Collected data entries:
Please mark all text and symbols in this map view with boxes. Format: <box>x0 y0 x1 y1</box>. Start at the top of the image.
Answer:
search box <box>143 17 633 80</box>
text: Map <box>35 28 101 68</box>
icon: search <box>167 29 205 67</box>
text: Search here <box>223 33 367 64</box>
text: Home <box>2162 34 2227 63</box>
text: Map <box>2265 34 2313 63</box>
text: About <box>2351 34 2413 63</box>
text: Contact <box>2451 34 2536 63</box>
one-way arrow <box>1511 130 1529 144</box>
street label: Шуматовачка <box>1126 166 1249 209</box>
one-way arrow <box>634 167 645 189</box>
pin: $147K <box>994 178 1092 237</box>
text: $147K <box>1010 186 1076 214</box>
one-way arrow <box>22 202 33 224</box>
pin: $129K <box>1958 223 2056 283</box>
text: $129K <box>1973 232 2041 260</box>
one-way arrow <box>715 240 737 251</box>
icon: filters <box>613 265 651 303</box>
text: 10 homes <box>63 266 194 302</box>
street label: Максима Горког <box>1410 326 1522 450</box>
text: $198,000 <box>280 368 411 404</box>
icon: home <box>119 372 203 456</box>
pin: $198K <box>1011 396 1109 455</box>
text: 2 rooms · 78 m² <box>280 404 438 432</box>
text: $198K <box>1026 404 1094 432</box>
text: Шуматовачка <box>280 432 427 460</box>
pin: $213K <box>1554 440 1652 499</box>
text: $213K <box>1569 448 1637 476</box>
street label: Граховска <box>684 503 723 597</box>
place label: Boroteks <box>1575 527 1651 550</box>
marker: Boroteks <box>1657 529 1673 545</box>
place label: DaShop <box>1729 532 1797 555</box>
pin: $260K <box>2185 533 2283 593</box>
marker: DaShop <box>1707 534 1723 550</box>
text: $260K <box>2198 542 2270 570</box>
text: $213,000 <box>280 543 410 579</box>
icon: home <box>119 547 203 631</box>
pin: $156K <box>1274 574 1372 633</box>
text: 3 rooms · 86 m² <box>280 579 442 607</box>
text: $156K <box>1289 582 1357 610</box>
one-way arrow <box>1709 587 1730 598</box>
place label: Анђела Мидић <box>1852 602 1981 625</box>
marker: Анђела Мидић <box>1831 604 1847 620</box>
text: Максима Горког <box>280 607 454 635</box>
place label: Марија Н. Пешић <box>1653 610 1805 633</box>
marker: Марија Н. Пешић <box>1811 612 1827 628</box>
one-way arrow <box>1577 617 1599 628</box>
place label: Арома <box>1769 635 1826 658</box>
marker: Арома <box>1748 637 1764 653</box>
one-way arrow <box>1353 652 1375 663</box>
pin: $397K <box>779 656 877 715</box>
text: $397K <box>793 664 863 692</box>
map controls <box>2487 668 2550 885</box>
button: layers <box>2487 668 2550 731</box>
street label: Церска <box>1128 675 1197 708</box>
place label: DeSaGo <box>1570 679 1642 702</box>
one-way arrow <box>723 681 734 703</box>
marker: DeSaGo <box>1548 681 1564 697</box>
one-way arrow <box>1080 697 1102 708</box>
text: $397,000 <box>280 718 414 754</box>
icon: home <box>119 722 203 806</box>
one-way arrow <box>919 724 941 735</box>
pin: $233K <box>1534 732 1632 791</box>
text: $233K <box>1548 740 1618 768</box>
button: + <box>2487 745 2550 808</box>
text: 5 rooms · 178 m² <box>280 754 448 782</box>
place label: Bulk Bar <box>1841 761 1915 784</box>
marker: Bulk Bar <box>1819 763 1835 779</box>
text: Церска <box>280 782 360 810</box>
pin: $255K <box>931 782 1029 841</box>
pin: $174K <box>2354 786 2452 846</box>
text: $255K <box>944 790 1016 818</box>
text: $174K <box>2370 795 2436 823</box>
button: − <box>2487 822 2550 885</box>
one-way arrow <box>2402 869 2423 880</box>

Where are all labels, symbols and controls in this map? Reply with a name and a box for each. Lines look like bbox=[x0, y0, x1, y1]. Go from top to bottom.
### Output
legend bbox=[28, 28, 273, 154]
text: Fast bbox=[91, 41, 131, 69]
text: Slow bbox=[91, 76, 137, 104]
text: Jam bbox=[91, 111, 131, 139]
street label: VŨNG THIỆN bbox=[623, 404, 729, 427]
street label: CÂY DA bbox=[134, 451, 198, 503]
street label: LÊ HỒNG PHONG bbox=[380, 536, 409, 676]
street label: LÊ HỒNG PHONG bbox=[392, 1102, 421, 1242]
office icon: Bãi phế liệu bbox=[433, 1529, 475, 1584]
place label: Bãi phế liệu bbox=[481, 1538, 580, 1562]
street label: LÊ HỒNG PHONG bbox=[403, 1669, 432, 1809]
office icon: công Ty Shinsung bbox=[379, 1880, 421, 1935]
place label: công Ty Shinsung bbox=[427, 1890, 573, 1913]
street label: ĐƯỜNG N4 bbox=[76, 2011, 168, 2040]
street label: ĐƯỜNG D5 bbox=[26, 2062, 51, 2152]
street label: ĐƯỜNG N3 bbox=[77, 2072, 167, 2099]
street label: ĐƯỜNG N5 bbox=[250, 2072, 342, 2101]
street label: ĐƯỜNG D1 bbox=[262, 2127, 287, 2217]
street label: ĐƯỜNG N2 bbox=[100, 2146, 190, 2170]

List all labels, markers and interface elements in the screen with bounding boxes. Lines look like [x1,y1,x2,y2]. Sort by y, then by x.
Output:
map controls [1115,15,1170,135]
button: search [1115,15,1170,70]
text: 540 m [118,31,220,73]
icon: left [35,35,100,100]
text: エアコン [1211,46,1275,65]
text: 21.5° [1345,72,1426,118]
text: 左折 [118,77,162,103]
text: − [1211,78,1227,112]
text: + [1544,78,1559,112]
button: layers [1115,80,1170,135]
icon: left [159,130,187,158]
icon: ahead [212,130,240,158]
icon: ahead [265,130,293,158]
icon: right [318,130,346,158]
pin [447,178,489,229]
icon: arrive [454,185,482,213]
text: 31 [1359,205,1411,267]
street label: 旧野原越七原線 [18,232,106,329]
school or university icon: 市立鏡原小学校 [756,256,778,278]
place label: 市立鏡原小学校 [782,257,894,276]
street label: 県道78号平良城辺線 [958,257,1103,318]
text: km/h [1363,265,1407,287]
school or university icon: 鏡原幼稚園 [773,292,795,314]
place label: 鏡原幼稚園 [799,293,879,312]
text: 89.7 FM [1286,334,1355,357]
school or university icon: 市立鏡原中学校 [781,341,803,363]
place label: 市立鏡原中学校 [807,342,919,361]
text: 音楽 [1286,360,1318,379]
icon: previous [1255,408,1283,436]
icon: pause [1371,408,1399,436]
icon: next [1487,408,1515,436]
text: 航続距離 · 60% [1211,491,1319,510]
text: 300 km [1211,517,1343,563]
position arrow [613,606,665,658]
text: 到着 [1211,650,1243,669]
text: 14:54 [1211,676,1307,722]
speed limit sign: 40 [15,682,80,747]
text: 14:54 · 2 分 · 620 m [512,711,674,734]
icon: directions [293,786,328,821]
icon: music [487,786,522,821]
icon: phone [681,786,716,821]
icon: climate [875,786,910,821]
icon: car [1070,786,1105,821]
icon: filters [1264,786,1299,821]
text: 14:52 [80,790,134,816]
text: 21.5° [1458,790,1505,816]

INSTRUCTIONS FOR THE TASK: All entries must come back exactly as they were written.

TASK RESULT:
Please mark all text and symbols in this map view with boxes. Format: <box>x0 y0 x1 y1</box>. Start at the top of the image.
Answer:
search box <box>143 17 633 80</box>
text: Map <box>35 28 101 68</box>
icon: search <box>167 29 205 67</box>
text: Search here <box>223 33 367 64</box>
text: Home <box>2162 34 2227 63</box>
text: Map <box>2265 34 2313 63</box>
text: About <box>2351 34 2413 63</box>
text: Contact <box>2451 34 2536 63</box>
one-way arrow <box>1511 130 1529 144</box>
street label: Шуматовачка <box>1126 166 1249 209</box>
one-way arrow <box>634 167 645 189</box>
pin: $147K <box>994 178 1092 237</box>
text: $147K <box>1010 186 1076 214</box>
one-way arrow <box>22 202 33 224</box>
pin: $129K <box>1958 223 2056 283</box>
text: $129K <box>1973 232 2041 260</box>
one-way arrow <box>715 240 737 251</box>
icon: filters <box>613 265 651 303</box>
text: 10 homes <box>63 266 194 302</box>
street label: Максима Горког <box>1410 326 1522 450</box>
text: $198,000 <box>280 368 411 404</box>
icon: home <box>119 372 203 456</box>
pin: $198K <box>1011 396 1109 455</box>
text: 2 rooms · 78 m² <box>280 404 438 432</box>
text: $198K <box>1026 404 1094 432</box>
text: Шуматовачка <box>280 432 427 460</box>
pin: $213K <box>1554 440 1652 499</box>
text: $213K <box>1569 448 1637 476</box>
street label: Граховска <box>684 503 723 597</box>
place label: Boroteks <box>1575 527 1651 550</box>
marker: Boroteks <box>1657 529 1673 545</box>
place label: DaShop <box>1729 532 1797 555</box>
pin: $260K <box>2185 533 2283 593</box>
marker: DaShop <box>1707 534 1723 550</box>
text: $260K <box>2198 542 2270 570</box>
text: $213,000 <box>280 543 410 579</box>
icon: home <box>119 547 203 631</box>
pin: $156K <box>1274 574 1372 633</box>
text: 3 rooms · 86 m² <box>280 579 442 607</box>
text: $156K <box>1289 582 1357 610</box>
one-way arrow <box>1709 587 1730 598</box>
place label: Анђела Мидић <box>1852 602 1981 625</box>
marker: Анђела Мидић <box>1831 604 1847 620</box>
text: Максима Горког <box>280 607 454 635</box>
place label: Марија Н. Пешић <box>1653 610 1805 633</box>
marker: Марија Н. Пешић <box>1811 612 1827 628</box>
one-way arrow <box>1577 617 1599 628</box>
place label: Арома <box>1769 635 1826 658</box>
marker: Арома <box>1748 637 1764 653</box>
one-way arrow <box>1353 652 1375 663</box>
pin: $397K <box>779 656 877 715</box>
text: $397K <box>793 664 863 692</box>
map controls <box>2487 668 2550 885</box>
button: layers <box>2487 668 2550 731</box>
street label: Церска <box>1128 675 1197 708</box>
place label: DeSaGo <box>1570 679 1642 702</box>
one-way arrow <box>723 681 734 703</box>
marker: DeSaGo <box>1548 681 1564 697</box>
one-way arrow <box>1080 697 1102 708</box>
text: $397,000 <box>280 718 414 754</box>
icon: home <box>119 722 203 806</box>
one-way arrow <box>919 724 941 735</box>
pin: $233K <box>1534 732 1632 791</box>
text: $233K <box>1548 740 1618 768</box>
button: + <box>2487 745 2550 808</box>
text: 5 rooms · 178 m² <box>280 754 448 782</box>
place label: Bulk Bar <box>1841 761 1915 784</box>
marker: Bulk Bar <box>1819 763 1835 779</box>
text: Церска <box>280 782 360 810</box>
pin: $255K <box>931 782 1029 841</box>
pin: $174K <box>2354 786 2452 846</box>
text: $255K <box>944 790 1016 818</box>
text: $174K <box>2370 795 2436 823</box>
button: − <box>2487 822 2550 885</box>
one-way arrow <box>2402 869 2423 880</box>

Where are all labels, symbols and controls in this map? Reply with a name and a box for each. Lines look like bbox=[x0, y0, x1, y1]. Go from top to bottom.
### Output
legend bbox=[28, 28, 273, 154]
text: Fast bbox=[91, 41, 131, 69]
text: Slow bbox=[91, 76, 137, 104]
text: Jam bbox=[91, 111, 131, 139]
street label: VŨNG THIỆN bbox=[623, 404, 729, 427]
street label: CÂY DA bbox=[134, 451, 198, 503]
street label: LÊ HỒNG PHONG bbox=[380, 536, 409, 676]
street label: LÊ HỒNG PHONG bbox=[392, 1102, 421, 1242]
office icon: Bãi phế liệu bbox=[433, 1529, 475, 1584]
place label: Bãi phế liệu bbox=[481, 1538, 580, 1562]
street label: LÊ HỒNG PHONG bbox=[403, 1669, 432, 1809]
office icon: công Ty Shinsung bbox=[379, 1880, 421, 1935]
place label: công Ty Shinsung bbox=[427, 1890, 573, 1913]
street label: ĐƯỜNG N4 bbox=[76, 2011, 168, 2040]
street label: ĐƯỜNG D5 bbox=[26, 2062, 51, 2152]
street label: ĐƯỜNG N3 bbox=[77, 2072, 167, 2099]
street label: ĐƯỜNG N5 bbox=[250, 2072, 342, 2101]
street label: ĐƯỜNG D1 bbox=[262, 2127, 287, 2217]
street label: ĐƯỜNG N2 bbox=[100, 2146, 190, 2170]

List all labels, markers and interface elements in the screen with bounding boxes. Lines look like [x1,y1,x2,y2]. Sort by y, then by x.
Output:
map controls [1115,15,1170,135]
button: search [1115,15,1170,70]
text: 540 m [118,31,220,73]
icon: left [35,35,100,100]
text: エアコン [1211,46,1275,65]
text: 21.5° [1345,72,1426,118]
text: 左折 [118,77,162,103]
text: − [1211,78,1227,112]
text: + [1544,78,1559,112]
button: layers [1115,80,1170,135]
icon: left [159,130,187,158]
icon: ahead [212,130,240,158]
icon: ahead [265,130,293,158]
icon: right [318,130,346,158]
pin [447,178,489,229]
icon: arrive [454,185,482,213]
text: 31 [1359,205,1411,267]
street label: 旧野原越七原線 [18,232,106,329]
school or university icon: 市立鏡原小学校 [756,256,778,278]
place label: 市立鏡原小学校 [782,257,894,276]
street label: 県道78号平良城辺線 [958,257,1103,318]
text: km/h [1363,265,1407,287]
school or university icon: 鏡原幼稚園 [773,292,795,314]
place label: 鏡原幼稚園 [799,293,879,312]
text: 89.7 FM [1286,334,1355,357]
school or university icon: 市立鏡原中学校 [781,341,803,363]
place label: 市立鏡原中学校 [807,342,919,361]
text: 音楽 [1286,360,1318,379]
icon: previous [1255,408,1283,436]
icon: pause [1371,408,1399,436]
icon: next [1487,408,1515,436]
text: 航続距離 · 60% [1211,491,1319,510]
text: 300 km [1211,517,1343,563]
position arrow [613,606,665,658]
text: 到着 [1211,650,1243,669]
text: 14:54 [1211,676,1307,722]
speed limit sign: 40 [15,682,80,747]
text: 14:54 · 2 分 · 620 m [512,711,674,734]
icon: directions [293,786,328,821]
icon: music [487,786,522,821]
icon: phone [681,786,716,821]
icon: climate [875,786,910,821]
icon: car [1070,786,1105,821]
icon: filters [1264,786,1299,821]
text: 14:52 [80,790,134,816]
text: 21.5° [1458,790,1505,816]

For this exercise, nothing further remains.